May 3, 2007
Notes from the campaign trail: Israel and the Dems; Mitt Romney; GOP faves
Presidential campaigns keep getting longer and uglier, but the candidates, at least, are volunteers. Hapless voters are a kind of captive audience -- bombarded by attack ads and money, pummeled by the ever-shifting conventional wisdom and dizzily spun by candidates whose views change with the winds.
Election Day 2008 is still more than a year away, but the 24/7 news cycle and the tidal wave of money already lavished on a long list of serious contenders have combined to redouble the assault on our senses and pocketbooks.
Here are some notes from the campaign trail:
The Israel Factor and the Democrats
It's understandable that Republican candidates approach Jewish voters with a single issue -- Israel. After all, the conservative domestic positions demanded by the conservative GOP base are generally nonstarters with a still-liberal community.
But why do Democrats react by playing the same game?
At last week's National Jewish Democratic Council (NJDC) forum, candidate after candidate focused overwhelmingly on Israel, even though most of the folks in the room were already perfectly comfortable with the party's pro-Israel standing.
Isn't that just playing into the Republicans' hands by seeming to be on the defensive, when Jewish voters obviously don't agree with GOP attack ads tarring the Dems as soft on Israel and suggesting that's all Jewish voters should care about?
Why didn't the Democratic contenders come to NJDC and say "you know where I stand on Israel, let's talk about health care, the economy and Darfur?"
James Baker III
Also at last week's NJDC's conference, New Mexico Gov.
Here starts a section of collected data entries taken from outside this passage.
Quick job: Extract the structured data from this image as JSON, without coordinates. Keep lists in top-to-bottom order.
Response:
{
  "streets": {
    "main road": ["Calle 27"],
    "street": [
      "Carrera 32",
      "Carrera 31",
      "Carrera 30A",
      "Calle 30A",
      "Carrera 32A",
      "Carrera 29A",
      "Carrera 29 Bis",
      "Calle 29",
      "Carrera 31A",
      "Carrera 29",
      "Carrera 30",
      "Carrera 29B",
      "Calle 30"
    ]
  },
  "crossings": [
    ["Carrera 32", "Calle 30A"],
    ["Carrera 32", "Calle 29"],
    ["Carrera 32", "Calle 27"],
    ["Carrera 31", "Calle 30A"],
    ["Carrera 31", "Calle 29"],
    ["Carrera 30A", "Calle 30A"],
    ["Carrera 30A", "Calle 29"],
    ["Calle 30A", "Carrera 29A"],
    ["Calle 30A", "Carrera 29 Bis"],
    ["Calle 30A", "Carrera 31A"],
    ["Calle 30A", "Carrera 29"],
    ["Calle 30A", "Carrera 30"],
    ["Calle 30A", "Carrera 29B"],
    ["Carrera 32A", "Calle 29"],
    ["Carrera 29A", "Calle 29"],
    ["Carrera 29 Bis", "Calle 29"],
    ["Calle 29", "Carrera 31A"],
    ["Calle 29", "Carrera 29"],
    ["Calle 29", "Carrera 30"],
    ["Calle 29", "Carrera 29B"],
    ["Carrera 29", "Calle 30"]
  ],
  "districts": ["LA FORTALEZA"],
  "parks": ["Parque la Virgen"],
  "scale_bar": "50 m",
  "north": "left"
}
Bill Richardson stepped in it when, in response to a reporter's question, he said he might consider former Secretary of State James Baker as a special Mideast envoy.
Smart move, Bill; word immediately flashed across the Internet, and Richardson will now spend a lot of time and energy telling pro-Israel groups he didn't really mean it.
It's a familiar trap for politicians. Baker may not have had a love affair with Jews, but at least he had the diplomatic grit to bring Israel and her hostile neighbors together in negotiations previously considered impossible.
That's what politicians in both parties remember, not his infamous "bleep the Jews" comment and his clash with the Yitzhak Shamir government over loan guarantees, actions that have been turned into mortal sins by Jewish groups that opposed Baker's Madrid peace talks and have opposed every initiative since then.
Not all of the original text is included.